» **What you will do**
Copy every record below exactly.

Provided records below:

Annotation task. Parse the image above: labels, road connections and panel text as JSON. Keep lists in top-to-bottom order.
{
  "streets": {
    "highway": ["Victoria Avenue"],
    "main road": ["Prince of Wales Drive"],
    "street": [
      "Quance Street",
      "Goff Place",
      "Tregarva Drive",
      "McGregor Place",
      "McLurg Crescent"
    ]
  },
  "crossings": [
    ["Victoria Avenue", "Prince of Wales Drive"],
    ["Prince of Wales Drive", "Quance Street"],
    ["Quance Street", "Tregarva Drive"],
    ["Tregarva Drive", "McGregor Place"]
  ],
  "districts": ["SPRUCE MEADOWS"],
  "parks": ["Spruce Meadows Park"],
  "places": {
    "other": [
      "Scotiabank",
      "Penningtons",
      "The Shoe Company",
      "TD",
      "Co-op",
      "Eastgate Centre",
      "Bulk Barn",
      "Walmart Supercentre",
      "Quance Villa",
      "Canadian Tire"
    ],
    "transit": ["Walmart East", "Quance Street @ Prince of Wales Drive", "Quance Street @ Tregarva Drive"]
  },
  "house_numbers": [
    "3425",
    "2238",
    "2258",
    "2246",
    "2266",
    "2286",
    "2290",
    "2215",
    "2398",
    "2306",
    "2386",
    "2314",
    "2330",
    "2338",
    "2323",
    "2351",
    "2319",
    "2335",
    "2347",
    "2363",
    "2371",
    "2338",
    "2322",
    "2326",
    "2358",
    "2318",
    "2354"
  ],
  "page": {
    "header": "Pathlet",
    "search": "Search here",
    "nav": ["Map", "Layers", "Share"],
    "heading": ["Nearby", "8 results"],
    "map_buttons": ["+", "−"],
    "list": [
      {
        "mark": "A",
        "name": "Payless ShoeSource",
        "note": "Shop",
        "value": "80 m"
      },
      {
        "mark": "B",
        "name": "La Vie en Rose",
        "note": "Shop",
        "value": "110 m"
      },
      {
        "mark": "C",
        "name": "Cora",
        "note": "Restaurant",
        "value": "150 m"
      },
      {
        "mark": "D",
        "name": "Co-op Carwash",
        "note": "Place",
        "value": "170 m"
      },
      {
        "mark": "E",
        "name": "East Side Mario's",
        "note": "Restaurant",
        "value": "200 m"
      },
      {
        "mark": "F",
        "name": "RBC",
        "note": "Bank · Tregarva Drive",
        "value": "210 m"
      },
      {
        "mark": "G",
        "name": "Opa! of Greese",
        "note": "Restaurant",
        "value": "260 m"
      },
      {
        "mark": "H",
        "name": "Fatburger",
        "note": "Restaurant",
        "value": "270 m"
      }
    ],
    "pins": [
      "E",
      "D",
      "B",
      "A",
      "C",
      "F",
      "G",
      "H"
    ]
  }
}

End of Provided records.

» **Solution**
Annotation task. Parse the image above: labels, road connections and panel text as JSON. Keep lists in top-to-bottom order.
{
  "streets": {
    "highway": ["Victoria Avenue"],
    "main road": ["Prince of Wales Drive"],
    "street": [
      "Quance Street",
      "Goff Place",
      "Tregarva Drive",
      "McGregor Place",
      "McLurg Crescent"
    ]
  },
  "crossings": [
    ["Victoria Avenue", "Prince of Wales Drive"],
    ["Prince of Wales Drive", "Quance Street"],
    ["Quance Street", "Tregarva Drive"],
    ["Tregarva Drive", "McGregor Place"]
  ],
  "districts": ["SPRUCE MEADOWS"],
  "parks": ["Spruce Meadows Park"],
  "places": {
    "other": [
      "Scotiabank",
      "Penningtons",
      "The Shoe Company",
      "TD",
      "Co-op",
      "Eastgate Centre",
      "Bulk Barn",
      "Walmart Supercentre",
      "Quance Villa",
      "Canadian Tire"
    ],
    "transit": ["Walmart East", "Quance Street @ Prince of Wales Drive", "Quance Street @ Tregarva Drive"]
  },
  "house_numbers": [
    "3425",
    "2238",
    "2258",
    "2246",
    "2266",
    "2286",
    "2290",
    "2215",
    "2398",
    "2306",
    "2386",
    "2314",
    "2330",
    "2338",
    "2323",
    "2351",
    "2319",
    "2335",
    "2347",
    "2363",
    "2371",
    "2338",
    "2322",
    "2326",
    "2358",
    "2318",
    "2354"
  ],
  "page": {
    "header": "Pathlet",
    "search": "Search here",
    "nav": ["Map", "Layers", "Share"],
    "heading": ["Nearby", "8 results"],
    "map_buttons": ["+", "−"],
    "list": [
      {
        "mark": "A",
        "name": "Payless ShoeSource",
        "note": "Shop",
        "value": "80 m"
      },
      {
        "mark": "B",
        "name": "La Vie en Rose",
        "note": "Shop",
        "value": "110 m"
      },
      {
        "mark": "C",
        "name": "Cora",
        "note": "Restaurant",
        "value": "150 m"
      },
      {
        "mark": "D",
        "name": "Co-op Carwash",
        "note": "Place",
        "value": "170 m"
      },
      {
        "mark": "E",
        "name": "East Side Mario's",
        "note": "Restaurant",
        "value": "200 m"
      },
      {
        "mark": "F",
        "name": "RBC",
        "note": "Bank · Tregarva Drive",
        "value": "210 m"
      },
      {
        "mark": "G",
        "name": "Opa! of Greese",
        "note": "Restaurant",
        "value": "260 m"
      },
      {
        "mark": "H",
        "name": "Fatburger",
        "note": "Restaurant",
        "value": "270 m"
      }
    ],
    "pins": [
      "E",
      "D",
      "B",
      "A",
      "C",
      "F",
      "G",
      "H"
    ]
  }
}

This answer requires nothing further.